Task prompt »
Your task is to copy every line below that contains the word "service".
[[ Records for this exercise open ]]
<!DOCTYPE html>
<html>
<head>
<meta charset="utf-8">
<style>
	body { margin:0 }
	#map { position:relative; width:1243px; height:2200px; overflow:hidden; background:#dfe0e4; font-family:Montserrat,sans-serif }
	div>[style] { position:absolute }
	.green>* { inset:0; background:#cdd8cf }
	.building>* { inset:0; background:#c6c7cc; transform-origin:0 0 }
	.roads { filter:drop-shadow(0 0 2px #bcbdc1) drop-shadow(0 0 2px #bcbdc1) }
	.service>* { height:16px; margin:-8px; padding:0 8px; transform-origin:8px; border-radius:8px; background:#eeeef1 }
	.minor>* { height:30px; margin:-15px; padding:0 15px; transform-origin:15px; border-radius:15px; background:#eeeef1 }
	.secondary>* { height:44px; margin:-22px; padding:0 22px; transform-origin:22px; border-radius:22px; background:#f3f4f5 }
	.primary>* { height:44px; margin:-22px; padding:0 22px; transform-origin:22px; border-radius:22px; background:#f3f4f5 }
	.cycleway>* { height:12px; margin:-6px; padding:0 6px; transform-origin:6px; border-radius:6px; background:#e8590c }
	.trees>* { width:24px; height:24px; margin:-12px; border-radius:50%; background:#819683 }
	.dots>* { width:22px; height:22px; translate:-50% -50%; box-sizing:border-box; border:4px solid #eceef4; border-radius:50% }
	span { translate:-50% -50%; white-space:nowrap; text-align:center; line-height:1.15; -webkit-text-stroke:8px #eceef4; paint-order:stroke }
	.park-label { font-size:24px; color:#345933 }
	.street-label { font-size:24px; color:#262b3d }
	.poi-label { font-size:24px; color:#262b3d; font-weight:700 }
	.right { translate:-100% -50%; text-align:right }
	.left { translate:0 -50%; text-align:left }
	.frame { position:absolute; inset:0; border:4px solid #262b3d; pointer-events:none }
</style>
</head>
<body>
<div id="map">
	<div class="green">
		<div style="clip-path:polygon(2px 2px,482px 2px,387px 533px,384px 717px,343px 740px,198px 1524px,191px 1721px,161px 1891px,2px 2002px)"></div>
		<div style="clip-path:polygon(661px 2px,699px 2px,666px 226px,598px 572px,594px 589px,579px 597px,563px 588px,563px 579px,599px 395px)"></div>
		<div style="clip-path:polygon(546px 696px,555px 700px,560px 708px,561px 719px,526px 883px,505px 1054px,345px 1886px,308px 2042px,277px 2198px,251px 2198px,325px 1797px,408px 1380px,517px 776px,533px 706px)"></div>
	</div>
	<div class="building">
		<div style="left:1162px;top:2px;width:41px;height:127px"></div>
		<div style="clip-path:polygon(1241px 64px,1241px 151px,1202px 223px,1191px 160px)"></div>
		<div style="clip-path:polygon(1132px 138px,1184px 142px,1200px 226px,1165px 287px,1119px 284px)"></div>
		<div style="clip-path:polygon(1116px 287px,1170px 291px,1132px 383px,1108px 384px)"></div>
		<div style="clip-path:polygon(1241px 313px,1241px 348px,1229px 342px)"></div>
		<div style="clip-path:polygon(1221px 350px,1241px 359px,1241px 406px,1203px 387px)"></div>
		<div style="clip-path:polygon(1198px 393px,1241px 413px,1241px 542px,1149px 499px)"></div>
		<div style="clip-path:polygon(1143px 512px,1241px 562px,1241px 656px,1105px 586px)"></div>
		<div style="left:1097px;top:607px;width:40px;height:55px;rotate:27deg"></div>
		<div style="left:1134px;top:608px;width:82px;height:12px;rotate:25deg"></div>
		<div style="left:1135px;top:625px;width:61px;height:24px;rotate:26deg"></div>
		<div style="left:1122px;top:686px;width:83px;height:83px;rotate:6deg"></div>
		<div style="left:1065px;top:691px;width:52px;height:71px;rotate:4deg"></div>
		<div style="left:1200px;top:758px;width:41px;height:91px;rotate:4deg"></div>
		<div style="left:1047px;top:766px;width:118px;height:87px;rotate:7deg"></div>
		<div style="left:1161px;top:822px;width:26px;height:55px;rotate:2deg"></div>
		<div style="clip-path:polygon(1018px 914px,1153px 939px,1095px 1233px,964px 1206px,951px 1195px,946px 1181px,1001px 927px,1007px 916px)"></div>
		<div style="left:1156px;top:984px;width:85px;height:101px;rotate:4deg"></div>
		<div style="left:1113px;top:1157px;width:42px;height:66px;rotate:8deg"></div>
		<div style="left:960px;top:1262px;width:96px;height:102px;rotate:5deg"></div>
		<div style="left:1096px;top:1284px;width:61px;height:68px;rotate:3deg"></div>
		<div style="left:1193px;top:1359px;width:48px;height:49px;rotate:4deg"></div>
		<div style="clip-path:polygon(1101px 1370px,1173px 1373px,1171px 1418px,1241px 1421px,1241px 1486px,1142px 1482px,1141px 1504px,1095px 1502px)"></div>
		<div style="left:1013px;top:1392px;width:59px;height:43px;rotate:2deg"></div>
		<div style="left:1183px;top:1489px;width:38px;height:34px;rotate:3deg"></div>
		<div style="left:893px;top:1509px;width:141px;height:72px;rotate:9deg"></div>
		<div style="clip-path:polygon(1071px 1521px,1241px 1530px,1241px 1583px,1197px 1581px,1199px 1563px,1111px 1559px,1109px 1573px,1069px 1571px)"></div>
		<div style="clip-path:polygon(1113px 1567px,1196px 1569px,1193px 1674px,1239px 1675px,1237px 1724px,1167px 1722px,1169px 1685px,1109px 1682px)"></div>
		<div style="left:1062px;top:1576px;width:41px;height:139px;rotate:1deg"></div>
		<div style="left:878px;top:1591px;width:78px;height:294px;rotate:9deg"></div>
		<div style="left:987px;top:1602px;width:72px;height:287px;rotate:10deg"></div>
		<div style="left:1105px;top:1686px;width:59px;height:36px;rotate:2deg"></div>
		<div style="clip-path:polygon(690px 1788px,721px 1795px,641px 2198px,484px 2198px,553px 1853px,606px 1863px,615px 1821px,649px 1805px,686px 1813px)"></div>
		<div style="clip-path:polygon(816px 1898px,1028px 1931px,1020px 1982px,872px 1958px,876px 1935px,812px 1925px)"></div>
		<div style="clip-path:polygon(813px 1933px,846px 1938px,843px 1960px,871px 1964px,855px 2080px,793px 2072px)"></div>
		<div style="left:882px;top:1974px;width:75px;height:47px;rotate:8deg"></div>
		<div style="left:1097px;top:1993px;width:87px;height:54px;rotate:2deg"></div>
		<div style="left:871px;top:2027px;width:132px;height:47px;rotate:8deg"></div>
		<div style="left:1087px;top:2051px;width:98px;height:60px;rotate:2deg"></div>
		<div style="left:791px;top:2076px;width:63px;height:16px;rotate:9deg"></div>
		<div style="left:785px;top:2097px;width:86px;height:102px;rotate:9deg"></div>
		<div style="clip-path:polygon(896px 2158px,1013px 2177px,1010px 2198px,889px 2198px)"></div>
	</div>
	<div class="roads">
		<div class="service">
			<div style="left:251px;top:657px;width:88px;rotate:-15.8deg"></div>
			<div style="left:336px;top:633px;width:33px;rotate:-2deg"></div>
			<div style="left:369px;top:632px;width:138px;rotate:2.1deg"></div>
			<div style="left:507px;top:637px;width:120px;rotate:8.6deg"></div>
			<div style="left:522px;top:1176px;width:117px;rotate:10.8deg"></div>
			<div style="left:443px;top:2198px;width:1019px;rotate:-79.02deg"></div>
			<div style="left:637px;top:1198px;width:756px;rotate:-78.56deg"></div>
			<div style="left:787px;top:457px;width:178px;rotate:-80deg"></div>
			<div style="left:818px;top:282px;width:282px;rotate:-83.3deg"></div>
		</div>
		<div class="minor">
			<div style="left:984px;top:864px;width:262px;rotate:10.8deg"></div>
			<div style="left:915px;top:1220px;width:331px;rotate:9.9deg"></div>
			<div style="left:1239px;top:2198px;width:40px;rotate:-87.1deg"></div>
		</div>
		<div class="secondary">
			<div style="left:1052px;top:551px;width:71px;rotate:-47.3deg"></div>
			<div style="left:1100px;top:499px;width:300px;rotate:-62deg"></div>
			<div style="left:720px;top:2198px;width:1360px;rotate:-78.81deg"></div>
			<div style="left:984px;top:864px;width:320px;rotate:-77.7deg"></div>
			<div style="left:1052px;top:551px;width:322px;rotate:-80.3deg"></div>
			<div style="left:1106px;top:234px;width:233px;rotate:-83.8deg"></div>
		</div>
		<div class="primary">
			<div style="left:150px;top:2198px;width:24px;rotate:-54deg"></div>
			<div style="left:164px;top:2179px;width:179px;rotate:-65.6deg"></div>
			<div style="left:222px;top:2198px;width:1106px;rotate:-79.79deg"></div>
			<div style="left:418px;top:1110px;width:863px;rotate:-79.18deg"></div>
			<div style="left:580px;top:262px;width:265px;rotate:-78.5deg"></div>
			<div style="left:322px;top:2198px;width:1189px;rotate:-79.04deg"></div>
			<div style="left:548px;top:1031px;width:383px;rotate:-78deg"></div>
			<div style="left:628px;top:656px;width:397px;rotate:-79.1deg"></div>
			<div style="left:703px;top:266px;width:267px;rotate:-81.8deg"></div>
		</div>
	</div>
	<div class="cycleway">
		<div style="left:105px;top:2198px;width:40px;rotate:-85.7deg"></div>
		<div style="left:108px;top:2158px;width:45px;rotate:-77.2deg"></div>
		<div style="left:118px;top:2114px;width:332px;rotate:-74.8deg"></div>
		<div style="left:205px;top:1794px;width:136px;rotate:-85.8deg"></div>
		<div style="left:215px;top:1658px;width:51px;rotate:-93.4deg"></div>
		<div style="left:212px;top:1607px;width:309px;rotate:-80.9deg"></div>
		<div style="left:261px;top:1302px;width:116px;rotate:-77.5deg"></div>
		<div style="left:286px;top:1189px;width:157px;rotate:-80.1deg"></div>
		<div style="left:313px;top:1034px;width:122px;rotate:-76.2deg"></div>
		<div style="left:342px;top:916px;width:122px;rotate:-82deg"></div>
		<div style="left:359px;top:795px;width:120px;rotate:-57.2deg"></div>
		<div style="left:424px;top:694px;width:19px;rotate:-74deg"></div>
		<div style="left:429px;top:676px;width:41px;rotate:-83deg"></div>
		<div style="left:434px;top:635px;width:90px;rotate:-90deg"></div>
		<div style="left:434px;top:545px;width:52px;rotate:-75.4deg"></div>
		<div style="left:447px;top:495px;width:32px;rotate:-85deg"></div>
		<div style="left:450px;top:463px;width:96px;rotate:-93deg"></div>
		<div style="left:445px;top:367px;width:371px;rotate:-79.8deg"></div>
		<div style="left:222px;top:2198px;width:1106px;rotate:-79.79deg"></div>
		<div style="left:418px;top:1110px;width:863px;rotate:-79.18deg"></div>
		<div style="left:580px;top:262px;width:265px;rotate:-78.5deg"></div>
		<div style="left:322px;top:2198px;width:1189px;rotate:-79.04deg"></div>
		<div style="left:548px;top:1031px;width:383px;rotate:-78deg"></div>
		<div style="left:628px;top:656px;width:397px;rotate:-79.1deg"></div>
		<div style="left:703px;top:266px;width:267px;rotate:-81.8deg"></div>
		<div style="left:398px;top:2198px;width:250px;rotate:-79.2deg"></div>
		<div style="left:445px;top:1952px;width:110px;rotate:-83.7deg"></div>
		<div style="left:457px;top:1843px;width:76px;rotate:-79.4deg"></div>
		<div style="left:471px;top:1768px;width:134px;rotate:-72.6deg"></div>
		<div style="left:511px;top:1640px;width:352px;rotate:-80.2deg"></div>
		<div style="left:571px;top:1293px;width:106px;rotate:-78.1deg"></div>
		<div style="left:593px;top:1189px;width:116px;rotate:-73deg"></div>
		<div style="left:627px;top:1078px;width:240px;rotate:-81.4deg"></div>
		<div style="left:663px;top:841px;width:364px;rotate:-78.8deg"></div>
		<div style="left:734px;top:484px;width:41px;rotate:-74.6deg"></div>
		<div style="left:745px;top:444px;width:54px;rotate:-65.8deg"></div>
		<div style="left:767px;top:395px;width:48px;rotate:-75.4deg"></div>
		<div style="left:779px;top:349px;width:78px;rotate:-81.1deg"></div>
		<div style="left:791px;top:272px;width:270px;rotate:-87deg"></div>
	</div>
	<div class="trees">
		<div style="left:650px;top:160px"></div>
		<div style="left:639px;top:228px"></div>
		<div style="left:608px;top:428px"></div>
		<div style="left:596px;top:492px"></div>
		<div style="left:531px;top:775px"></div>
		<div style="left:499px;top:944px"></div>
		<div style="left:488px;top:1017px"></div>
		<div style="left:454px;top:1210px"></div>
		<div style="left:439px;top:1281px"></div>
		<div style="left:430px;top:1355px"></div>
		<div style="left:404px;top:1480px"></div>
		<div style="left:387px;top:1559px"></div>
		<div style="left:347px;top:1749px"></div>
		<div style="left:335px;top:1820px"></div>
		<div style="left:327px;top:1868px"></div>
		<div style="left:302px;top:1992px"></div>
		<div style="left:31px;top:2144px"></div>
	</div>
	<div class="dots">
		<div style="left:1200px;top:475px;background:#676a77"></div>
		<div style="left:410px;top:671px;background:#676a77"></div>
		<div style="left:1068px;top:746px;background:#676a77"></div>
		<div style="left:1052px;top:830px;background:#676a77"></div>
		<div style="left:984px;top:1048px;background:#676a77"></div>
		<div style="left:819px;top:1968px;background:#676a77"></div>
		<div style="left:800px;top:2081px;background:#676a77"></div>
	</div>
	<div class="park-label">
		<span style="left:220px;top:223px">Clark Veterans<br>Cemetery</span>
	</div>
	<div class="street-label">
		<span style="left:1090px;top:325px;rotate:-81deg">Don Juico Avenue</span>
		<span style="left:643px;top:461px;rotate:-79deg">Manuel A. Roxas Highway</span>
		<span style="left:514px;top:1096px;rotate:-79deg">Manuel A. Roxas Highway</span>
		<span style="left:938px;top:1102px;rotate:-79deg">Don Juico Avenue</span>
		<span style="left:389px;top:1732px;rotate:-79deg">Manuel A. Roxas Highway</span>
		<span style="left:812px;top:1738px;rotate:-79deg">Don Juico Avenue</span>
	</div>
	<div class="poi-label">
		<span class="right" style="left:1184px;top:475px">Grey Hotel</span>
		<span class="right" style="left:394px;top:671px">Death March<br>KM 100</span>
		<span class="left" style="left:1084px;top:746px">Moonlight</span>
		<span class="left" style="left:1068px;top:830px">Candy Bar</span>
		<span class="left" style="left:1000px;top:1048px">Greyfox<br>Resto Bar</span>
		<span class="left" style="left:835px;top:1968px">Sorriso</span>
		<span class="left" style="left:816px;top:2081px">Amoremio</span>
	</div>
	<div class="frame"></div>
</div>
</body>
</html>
[[ Records for this exercise closed ]]
Written solution »
	.service>* { height:16px; margin:-8px; padding:0 8px; transform-origin:8px; border-radius:8px; background:#eeeef1 }
		<div class="service">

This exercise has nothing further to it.